Sunday, August 16, 2009

more and more

Well, when I blogged this afternoon it wasn't long since I needed a nap. But here I go again. Back to work tomorrow. Different after being off for so long.

I love writing about things that matter. I love having the time and resources to research those things, and convey them to others. I wonder if I love it so much because I don't have an unlimited amount of either time or resources. When I had time off work this summer I was on vacation and around places, and didn't have access to lots of resources. Anyway, the thought there is that perhaps I would become tired and exhausted from doing it if it is all I did.

What type of occupation would I find enjoyable all the time? I don't think it is teaching. As I prep for this year, I don't think I am made to be a teacher. What that means for me and my family I don't know.

Side note: Are you familiar with the feeling of disgust at the sound of someones voice? You hear it and you just start to feel all the feelings you associate with it? Even if none of those should logically be present at the moment. It just drives me crazy.

I like to write. I greatly enjoyed writing up my last long blog. I enjoy spending time thinking through those things. There is comfort for me in having things completely settled in my own mind and not having to depend on someone else. I have seen empty headed-people soak up like a sponge whatever they heard. I don't want to be like that. I'm not like that. But in its place I questions what I hear. I need to have a deep-seeded trust in that person but what they say must also be grounded in the principles I already know to be true.

I like to know how things work together. When I was reading my Apologetics book, he mentioned that in his first edition he thought every Christian should read a book like that. Whatever edition I had he mentioned that this is not the case. He wrote of two different sets of people: one basically was the one that had a hard time believing anything that could not be proved, so for example, why should we believe the Bible? We need to prove its necessity and validity without using it before we can rely on it. My real life example is concerning the Bible issue. I know people who don't really have a firm grasp on the subject and yet cling to it even arguing against those that are have a better grasp. These don't have the time or resources to actually study the issue and so they go on what they have heard from those they trust. The other group is the group that needs to have every nuance explained to them and examined before they accept anything.

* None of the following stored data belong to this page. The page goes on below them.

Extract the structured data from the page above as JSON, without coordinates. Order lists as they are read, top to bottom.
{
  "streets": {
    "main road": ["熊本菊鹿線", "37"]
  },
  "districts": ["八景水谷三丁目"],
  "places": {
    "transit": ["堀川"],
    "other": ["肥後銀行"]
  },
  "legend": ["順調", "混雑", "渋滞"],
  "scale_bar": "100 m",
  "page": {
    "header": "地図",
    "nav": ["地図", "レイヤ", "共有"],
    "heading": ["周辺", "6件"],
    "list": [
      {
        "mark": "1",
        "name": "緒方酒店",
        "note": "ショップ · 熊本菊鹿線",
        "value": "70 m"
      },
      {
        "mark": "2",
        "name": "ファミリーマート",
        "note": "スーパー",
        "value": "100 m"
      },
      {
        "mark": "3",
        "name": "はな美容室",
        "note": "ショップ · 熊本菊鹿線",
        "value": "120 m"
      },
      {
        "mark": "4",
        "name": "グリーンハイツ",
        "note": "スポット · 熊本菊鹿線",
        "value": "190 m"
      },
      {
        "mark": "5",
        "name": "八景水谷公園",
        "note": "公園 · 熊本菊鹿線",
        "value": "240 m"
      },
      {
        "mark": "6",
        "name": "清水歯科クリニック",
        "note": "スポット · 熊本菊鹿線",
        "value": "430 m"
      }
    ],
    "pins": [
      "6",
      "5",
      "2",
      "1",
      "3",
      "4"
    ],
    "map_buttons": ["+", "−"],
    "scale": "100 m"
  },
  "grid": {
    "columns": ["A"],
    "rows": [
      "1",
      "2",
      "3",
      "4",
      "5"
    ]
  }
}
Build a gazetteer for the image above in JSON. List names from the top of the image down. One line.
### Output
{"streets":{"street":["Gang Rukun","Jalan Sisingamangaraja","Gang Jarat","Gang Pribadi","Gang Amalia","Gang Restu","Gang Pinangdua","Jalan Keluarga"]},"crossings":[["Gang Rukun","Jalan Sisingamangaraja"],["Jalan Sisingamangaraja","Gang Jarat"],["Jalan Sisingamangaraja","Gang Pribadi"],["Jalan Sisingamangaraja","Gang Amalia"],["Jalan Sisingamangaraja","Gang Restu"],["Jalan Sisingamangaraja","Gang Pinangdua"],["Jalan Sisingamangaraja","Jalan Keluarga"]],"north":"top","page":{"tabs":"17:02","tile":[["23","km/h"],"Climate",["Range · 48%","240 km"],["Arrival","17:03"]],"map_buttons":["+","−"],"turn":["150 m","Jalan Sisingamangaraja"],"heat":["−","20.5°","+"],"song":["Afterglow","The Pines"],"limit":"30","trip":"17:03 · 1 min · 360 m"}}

I tend to believe that I am of the second group. I like to have things researched out and examined. I think that I need to make sure I utilize myself wisely this year. I have a lot I would like to accomplish, and potential I see in myself. I don't know what God has for me. I don't. I wish I did. I wish I knew that if I make it through the next 1, 2, 3, or even 5-10 years that I would achieve my goal. But, no, there is no guarantee. The guarantee is that God will provide for me and mine. He will work everything out for our good. There is no occupational guarantee. There is no guarantee of blessings in a job that I will enjoy for the rest of my life.

There is none of that. Calvin hated Geneva. He said he wished himself dead 100 times a day, yet he would not leave because that is what God had for him. Yet, the things he did enjoy, he did while there. He wrote tons and tons. His Institutes achieved their final form while there. He wrote several commentaries, and wrote to several kings, queens, and other royalty. He was brilliant. I am not Calvin however. However much I desire such a mind; I am thankful for what I have.

I am thankful for my wife. Through all these thoughts and struggles within me she has been a great support. She is willing to follow me what/where-ever God will send us. She has always encouraged me, and I love her dearly.

Then I have been thinking about my church situation which I blogged about briefly earlier. We heard 18 stanzas of something again tonight. So much stuff wrong here, and yet some stuff right, and it seems like God has lead us here in some way. Yet, I don't know. I can't know. . . . . . . . . . . .AUGHAUAHUGAUHAHUGA! /sigh. Ok. So I finally became facebook friends with some of the people at the church. My profile states that I'm a Calvinist. So, there it is. My sphere of influence has been enlarged by me becoming acquainted with the people here at the church, yet, now I have more opportunity to be shunned and viewed as a heretic.

I have heard that it is very possible that an Armenian pastor will not even let me be an usher, nor serve in the church in any way. That would stink.

I thought about starting my own church again. My wife vetod that idea. Which makes sense since I am working 11 hour days and she is pregnant. When would I canvass? When would I prep messages? Where would we hold church? What would I do for music? Yet, the idea is there again.

I have been thinking about writing a commentary this semester. Depending on how classes go and what I can take and how much work it involves I may try to get one done. I think I can do it. With lots of work it should be solid. I need a good book to do. I was thinking Galatians for various reasons.

Anyway, it is time for me to go to bed now. Goodnight.